Bunun sebebi benim tercihimden çok, o dönem okulun dört bölüme yeni çıkarılmış olmasına ve benim tez yaptığım konuma bağlıdır.  O zamanın yöneticileri benim tez yaptığım konuyu, eğitim iletişimi ve planlaması ana bilim dalına uygun görmüşlerdi.  Doktora tezimi yaparken bir taraftan da mezun olduğum bölümün bana yüklediği bilgilere kullanarak televizyon alanında çalışmaya devam ettim. Yani tezim oradadır fakat daha sonrasında eğitim iletişiminden ziyade, akademik anlamda iletişime yönelmemle beraber yaptığım çalışmalar, verdiğim dersler. (Sözsüz iletişim, bireylerarası iletişim, iletişim kuramları gibi) yönettiğim tezler hep iletişime dair şeylerdir. Tezimi yapacağım bölüm benim için çok fark etmiyordu. Bireysel tercihim değil tamamen o dönemin getirisi olan bir şeydi.
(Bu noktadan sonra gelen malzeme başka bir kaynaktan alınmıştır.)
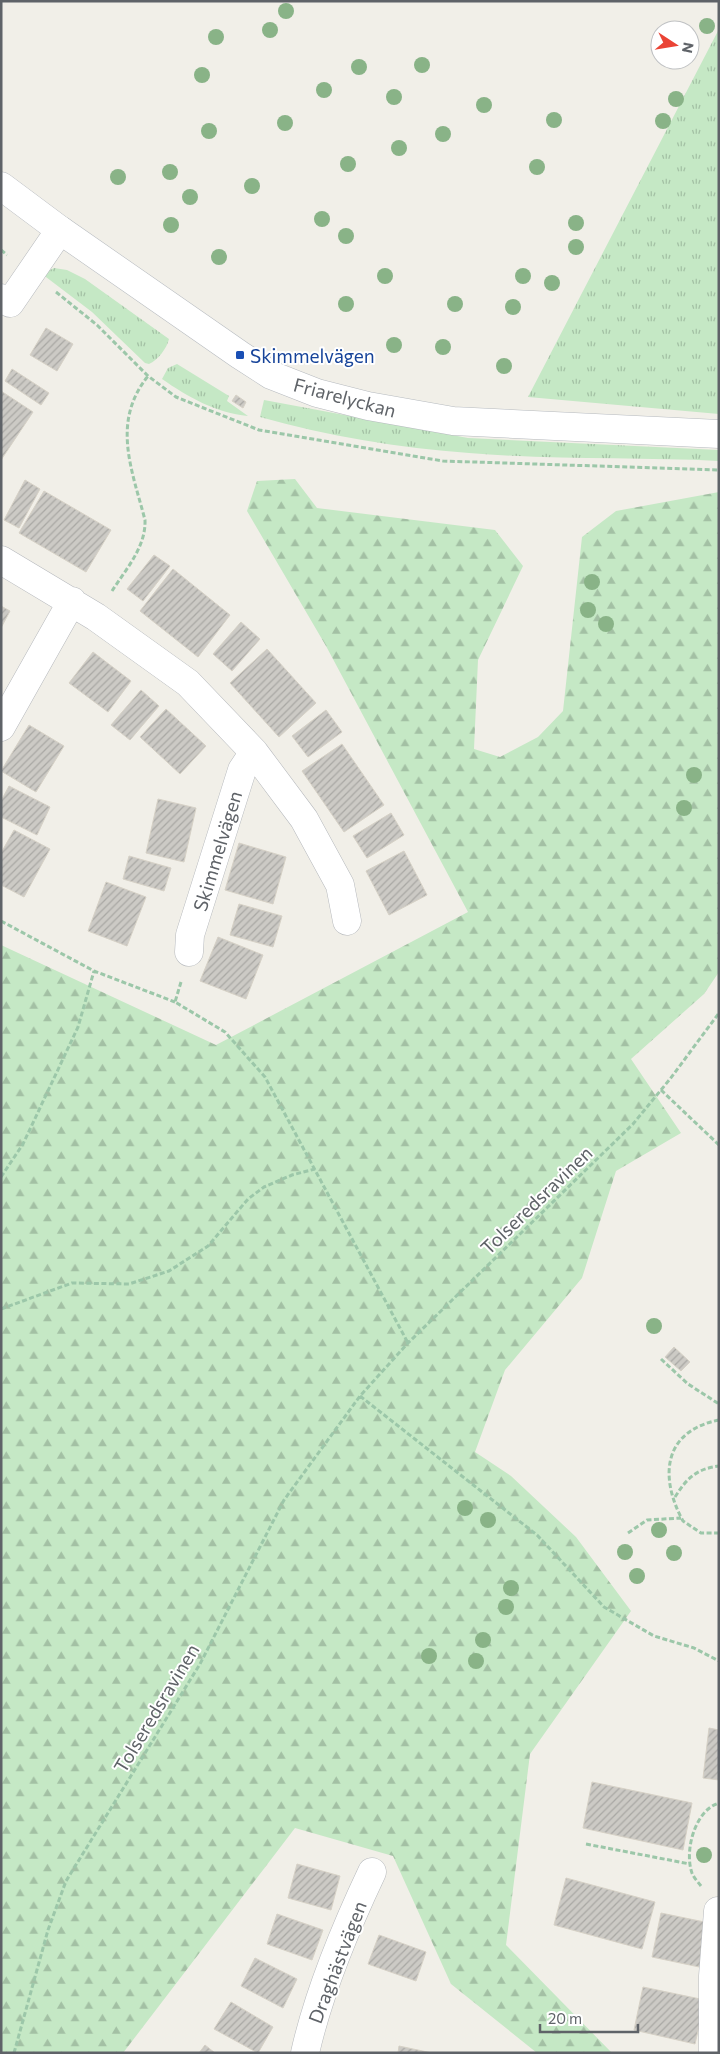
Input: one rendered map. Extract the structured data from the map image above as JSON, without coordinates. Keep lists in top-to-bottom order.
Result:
{
  "streets": {
    "street": ["Friarelyckan", "Skimmelvägen", "Draghästvägen"],
    "path": ["Tolseredsravinen"]
  },
  "places": {
    "transit": ["Skimmelvägen"]
  },
  "scale_bar": "20 m",
  "north": "right"
}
Meslek hayatınızda, 245 tane AÖF ders programı çekimi ve kurgusunda yönetmenlik yaptınız, tekrar böyle bir şey yapmak ister misiniz ve o dönem bu kadar çok çekimde etkin rol oynamak sizin için nasıl bir deneyimdi?
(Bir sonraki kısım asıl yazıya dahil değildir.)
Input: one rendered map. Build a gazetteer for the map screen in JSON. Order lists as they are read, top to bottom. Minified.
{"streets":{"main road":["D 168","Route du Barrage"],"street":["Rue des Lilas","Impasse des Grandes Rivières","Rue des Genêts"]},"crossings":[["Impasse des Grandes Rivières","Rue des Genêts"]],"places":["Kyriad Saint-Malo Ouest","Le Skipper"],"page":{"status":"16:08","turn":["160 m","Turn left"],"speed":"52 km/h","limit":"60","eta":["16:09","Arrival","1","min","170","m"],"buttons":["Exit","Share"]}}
Benim için eşsiz bir deneyimdi ve çok keyif alarak yaptığım bir işti. Açık öğretim o yıllar zaten yeni kurulmuştu, yetişmiş elemanlara ihtiyacı vardı. Bizde o dönem yeni mezunlar olarak on kişi asistanlık yapıyorduk. Ben ve arkadaşlarım E TV’de (O yıllarda ki adıyla Eskişehir televizyonu ya da eğitim televizyonu) görevlendirildik. Kimimiz kameraman, kimimiz yönetmen yardımcısı oldu. O zamana baktığımda toplam çalışan sayısı 60-70 kişiyi geçmiyordu. Ve ekip inanılmaz üretkendi ayrıca yoğun bir tempoda iş çıkarıyorduk. Açık öğretim derslerine yaptığımız çekimler 245 adet olarak görünür fakat onların yanı sıra aynı yıllarda Anadolu Üniversitesi’ne bağlı olan vakıflar da mevcuttu. Bu vakıflar vasıtasıyla çok sayıda tanıtım, belgesel ve konser vb. programları da çekmiştik. Aslında dört yüze yakın yönetmenliğini yaptığım programım var. On sekiz, on dokuz sene boyunca yönetmenlik yaptım benim için inanılmaz güzel bir deneyimdi hepsinden de son derece keyif aldım.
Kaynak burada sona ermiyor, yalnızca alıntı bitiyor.